▶ _Work task_: Among the lines below, some may contain the string "rows". Say how many do, and give nothing besides the number.

▶ _Recorded data_:
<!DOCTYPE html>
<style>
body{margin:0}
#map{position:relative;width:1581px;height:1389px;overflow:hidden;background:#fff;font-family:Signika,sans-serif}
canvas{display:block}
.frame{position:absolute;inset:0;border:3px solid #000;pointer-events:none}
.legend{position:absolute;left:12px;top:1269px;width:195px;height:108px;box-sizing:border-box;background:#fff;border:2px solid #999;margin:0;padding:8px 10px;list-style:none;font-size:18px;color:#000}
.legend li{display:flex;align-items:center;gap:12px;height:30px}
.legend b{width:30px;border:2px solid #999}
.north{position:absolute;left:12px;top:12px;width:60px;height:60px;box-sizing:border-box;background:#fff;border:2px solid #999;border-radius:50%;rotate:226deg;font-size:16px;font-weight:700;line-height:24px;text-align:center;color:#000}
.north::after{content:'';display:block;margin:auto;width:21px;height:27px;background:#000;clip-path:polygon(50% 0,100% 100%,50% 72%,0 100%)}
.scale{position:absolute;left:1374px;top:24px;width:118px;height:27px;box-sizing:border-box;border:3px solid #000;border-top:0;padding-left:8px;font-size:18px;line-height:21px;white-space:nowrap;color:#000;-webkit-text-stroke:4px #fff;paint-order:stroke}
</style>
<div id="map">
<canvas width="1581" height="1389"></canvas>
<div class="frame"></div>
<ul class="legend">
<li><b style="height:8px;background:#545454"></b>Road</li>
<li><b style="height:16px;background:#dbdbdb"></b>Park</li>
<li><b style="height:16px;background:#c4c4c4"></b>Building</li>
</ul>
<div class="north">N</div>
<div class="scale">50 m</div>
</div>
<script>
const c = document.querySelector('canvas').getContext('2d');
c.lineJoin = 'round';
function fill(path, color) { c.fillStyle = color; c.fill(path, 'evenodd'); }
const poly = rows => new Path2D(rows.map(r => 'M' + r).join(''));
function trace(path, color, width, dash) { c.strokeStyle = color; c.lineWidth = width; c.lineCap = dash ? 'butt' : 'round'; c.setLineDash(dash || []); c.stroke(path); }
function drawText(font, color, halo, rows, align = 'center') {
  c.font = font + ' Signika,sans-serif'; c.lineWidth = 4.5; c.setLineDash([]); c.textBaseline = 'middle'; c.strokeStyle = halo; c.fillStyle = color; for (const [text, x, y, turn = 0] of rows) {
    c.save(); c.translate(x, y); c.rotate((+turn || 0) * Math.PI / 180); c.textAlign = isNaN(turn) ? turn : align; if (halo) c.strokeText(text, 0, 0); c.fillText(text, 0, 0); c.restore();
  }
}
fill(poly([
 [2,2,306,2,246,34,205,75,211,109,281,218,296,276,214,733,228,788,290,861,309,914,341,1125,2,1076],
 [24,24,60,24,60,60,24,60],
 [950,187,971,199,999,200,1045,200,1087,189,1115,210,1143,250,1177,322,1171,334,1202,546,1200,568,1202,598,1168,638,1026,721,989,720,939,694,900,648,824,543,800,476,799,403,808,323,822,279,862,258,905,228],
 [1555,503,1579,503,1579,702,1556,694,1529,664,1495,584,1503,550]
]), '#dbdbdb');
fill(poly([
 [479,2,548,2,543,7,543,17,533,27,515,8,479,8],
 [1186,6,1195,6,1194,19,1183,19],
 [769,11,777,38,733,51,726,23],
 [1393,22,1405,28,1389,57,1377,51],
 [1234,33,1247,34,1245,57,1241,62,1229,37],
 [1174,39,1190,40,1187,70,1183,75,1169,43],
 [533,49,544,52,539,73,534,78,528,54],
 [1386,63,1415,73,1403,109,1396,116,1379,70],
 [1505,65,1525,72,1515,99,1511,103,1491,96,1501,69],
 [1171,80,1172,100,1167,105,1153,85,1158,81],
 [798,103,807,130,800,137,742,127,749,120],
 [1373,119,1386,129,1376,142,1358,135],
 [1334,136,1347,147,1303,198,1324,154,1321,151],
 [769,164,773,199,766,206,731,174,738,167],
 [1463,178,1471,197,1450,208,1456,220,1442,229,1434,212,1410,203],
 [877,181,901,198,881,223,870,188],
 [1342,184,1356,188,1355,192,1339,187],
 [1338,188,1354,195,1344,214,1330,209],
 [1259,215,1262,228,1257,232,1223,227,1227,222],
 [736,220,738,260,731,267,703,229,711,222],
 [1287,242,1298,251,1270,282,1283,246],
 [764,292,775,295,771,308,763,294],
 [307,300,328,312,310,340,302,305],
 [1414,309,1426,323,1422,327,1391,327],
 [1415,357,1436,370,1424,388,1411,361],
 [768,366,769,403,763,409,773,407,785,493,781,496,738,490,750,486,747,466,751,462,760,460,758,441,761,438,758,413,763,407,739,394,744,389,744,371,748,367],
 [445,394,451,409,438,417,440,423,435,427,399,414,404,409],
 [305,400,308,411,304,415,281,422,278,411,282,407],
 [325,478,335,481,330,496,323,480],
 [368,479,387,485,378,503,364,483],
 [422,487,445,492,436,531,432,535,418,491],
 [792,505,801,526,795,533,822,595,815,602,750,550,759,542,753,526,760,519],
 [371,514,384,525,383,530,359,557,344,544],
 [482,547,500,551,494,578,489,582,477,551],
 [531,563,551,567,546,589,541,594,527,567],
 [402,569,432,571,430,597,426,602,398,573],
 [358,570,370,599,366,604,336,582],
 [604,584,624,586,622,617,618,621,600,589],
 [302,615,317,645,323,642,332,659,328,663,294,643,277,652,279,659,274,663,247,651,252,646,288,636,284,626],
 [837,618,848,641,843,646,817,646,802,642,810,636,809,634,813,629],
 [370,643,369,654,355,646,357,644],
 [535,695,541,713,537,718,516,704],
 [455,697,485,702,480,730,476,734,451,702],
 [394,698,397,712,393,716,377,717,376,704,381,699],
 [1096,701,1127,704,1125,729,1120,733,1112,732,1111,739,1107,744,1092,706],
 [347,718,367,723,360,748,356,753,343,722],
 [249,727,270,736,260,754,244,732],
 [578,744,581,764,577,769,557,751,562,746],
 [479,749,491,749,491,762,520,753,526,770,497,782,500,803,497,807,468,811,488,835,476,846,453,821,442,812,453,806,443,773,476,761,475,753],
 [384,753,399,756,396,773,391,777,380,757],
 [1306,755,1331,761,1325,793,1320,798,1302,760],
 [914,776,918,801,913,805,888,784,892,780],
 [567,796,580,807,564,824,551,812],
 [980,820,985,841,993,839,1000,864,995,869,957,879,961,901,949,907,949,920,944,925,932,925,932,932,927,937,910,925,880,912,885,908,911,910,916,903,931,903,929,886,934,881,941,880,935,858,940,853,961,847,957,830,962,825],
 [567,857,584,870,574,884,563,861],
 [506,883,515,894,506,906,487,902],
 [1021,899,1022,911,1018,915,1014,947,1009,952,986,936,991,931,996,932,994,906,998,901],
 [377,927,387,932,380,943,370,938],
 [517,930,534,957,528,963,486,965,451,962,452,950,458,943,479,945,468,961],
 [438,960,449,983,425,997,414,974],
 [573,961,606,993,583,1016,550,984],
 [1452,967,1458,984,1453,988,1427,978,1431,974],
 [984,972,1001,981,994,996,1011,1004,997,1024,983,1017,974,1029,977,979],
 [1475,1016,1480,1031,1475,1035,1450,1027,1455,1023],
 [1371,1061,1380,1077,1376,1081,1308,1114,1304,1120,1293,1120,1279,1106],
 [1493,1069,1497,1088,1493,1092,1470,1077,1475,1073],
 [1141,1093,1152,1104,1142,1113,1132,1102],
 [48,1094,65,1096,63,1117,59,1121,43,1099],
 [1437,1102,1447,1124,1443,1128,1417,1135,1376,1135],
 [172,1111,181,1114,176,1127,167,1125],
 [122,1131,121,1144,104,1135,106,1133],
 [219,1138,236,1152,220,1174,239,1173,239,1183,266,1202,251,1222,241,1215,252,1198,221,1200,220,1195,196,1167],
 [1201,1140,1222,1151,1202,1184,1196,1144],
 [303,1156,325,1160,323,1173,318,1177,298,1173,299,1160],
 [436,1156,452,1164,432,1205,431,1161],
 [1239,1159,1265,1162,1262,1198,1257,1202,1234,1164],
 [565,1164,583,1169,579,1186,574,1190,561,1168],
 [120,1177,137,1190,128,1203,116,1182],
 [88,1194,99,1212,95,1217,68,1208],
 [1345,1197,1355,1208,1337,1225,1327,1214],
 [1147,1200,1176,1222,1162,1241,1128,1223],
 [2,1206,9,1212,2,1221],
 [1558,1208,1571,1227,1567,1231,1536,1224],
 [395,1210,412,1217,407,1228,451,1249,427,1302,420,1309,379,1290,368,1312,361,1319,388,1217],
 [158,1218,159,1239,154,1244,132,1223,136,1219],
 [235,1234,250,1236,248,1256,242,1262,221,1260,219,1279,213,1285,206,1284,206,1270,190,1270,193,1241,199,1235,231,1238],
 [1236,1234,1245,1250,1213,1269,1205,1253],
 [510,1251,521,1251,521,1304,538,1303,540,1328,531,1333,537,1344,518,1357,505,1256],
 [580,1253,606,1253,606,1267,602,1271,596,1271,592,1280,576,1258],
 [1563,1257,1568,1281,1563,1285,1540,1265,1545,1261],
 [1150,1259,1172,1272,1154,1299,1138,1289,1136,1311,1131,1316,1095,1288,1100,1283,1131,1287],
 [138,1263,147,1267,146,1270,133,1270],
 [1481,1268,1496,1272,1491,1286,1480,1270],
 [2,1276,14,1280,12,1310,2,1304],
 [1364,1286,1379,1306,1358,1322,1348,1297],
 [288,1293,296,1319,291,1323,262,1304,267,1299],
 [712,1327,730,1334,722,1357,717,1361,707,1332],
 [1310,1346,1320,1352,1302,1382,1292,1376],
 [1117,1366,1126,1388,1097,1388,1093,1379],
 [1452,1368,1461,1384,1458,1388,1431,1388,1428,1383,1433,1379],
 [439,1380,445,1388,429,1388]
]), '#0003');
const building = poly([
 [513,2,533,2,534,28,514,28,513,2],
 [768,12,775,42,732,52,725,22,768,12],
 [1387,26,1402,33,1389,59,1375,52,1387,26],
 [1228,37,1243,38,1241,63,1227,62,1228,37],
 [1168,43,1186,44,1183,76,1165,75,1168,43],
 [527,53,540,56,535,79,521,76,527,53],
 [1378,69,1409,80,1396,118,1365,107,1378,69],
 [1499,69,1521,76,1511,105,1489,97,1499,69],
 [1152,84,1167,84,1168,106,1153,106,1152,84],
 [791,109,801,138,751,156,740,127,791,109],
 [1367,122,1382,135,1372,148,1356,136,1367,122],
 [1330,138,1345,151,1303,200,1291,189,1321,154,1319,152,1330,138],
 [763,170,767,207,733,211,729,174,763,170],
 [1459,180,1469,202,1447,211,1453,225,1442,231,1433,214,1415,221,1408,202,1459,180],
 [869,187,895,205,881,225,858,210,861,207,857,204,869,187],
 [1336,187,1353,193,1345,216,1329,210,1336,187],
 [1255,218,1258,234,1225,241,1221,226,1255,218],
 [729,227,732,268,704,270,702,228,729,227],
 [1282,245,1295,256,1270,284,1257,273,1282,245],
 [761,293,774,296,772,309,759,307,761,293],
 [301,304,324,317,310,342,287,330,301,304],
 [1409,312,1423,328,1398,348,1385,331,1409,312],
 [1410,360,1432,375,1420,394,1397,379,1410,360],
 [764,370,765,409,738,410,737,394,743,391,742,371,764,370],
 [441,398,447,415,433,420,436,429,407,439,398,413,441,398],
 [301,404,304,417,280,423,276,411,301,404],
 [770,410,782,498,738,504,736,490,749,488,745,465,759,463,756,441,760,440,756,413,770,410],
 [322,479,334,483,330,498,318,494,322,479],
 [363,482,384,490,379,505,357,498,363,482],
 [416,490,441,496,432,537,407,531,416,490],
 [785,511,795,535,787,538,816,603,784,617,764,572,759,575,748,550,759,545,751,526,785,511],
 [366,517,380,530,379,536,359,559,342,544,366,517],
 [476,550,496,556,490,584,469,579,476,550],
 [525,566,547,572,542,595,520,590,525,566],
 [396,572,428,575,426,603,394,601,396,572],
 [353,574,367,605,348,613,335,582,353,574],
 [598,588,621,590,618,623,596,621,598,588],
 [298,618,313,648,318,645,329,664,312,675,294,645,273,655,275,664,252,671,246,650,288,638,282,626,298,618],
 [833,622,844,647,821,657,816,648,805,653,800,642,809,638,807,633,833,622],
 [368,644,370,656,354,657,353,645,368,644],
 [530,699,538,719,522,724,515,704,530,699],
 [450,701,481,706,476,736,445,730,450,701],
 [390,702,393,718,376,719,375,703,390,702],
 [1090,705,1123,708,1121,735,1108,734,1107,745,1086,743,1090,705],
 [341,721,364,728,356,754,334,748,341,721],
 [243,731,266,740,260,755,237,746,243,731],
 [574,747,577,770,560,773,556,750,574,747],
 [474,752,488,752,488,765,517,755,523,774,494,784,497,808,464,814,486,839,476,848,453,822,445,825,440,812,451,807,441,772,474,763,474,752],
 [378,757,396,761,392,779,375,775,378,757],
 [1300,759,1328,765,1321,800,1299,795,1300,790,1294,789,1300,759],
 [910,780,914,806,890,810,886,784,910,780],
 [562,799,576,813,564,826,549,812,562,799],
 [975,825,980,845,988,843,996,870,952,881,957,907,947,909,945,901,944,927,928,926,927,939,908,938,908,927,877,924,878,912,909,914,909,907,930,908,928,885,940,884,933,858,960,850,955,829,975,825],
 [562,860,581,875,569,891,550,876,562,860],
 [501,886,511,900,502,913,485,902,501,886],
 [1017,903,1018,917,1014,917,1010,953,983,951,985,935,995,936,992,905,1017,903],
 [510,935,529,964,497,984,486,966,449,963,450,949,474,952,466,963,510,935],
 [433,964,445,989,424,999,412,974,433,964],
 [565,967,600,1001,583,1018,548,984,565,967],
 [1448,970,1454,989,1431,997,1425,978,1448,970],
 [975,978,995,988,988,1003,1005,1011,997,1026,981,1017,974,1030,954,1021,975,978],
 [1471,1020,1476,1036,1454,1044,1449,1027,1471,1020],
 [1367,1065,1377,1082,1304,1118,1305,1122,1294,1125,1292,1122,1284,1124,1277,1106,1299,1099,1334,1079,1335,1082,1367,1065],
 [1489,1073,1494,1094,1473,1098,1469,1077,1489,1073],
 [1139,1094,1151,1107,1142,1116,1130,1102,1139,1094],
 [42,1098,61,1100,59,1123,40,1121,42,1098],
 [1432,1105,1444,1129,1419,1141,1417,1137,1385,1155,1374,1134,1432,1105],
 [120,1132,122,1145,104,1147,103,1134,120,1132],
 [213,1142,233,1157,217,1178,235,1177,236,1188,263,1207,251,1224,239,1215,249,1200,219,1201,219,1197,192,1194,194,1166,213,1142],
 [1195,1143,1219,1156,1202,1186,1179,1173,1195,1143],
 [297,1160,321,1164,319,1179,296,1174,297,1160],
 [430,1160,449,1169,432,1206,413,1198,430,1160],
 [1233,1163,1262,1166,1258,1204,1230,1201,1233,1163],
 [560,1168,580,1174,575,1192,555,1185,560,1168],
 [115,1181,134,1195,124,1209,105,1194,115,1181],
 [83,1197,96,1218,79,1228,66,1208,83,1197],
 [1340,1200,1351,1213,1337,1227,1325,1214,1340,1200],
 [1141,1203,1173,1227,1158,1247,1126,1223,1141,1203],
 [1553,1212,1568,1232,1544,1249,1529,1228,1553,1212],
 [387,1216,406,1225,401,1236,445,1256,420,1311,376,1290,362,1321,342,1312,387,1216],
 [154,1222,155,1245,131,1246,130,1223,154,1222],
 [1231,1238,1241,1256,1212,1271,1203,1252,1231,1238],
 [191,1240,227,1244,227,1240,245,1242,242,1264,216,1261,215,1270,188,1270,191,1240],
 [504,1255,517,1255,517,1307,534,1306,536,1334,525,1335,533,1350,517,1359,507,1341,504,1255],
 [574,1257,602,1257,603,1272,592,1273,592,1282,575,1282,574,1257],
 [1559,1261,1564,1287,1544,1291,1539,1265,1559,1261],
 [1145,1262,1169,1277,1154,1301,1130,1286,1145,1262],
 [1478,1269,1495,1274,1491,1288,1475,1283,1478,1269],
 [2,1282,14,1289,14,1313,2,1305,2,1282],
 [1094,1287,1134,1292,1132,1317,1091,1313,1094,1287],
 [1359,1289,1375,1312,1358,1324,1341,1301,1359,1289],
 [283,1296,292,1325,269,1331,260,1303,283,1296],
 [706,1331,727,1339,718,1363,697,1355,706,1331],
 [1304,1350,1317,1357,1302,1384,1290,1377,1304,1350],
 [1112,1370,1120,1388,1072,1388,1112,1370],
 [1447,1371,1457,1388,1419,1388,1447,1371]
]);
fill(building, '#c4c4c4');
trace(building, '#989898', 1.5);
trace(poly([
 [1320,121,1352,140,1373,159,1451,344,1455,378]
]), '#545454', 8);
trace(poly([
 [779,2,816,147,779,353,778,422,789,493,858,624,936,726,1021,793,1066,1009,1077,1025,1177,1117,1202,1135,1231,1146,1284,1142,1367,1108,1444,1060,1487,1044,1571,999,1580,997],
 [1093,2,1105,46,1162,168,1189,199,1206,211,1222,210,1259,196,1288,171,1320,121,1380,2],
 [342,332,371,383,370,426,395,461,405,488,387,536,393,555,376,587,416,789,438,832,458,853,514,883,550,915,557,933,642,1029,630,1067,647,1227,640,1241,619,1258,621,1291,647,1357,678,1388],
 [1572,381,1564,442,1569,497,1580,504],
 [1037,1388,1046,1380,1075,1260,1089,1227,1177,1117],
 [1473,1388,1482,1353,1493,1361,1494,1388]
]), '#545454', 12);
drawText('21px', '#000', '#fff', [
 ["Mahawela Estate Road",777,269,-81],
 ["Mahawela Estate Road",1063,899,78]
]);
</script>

▶ _Solution_: 3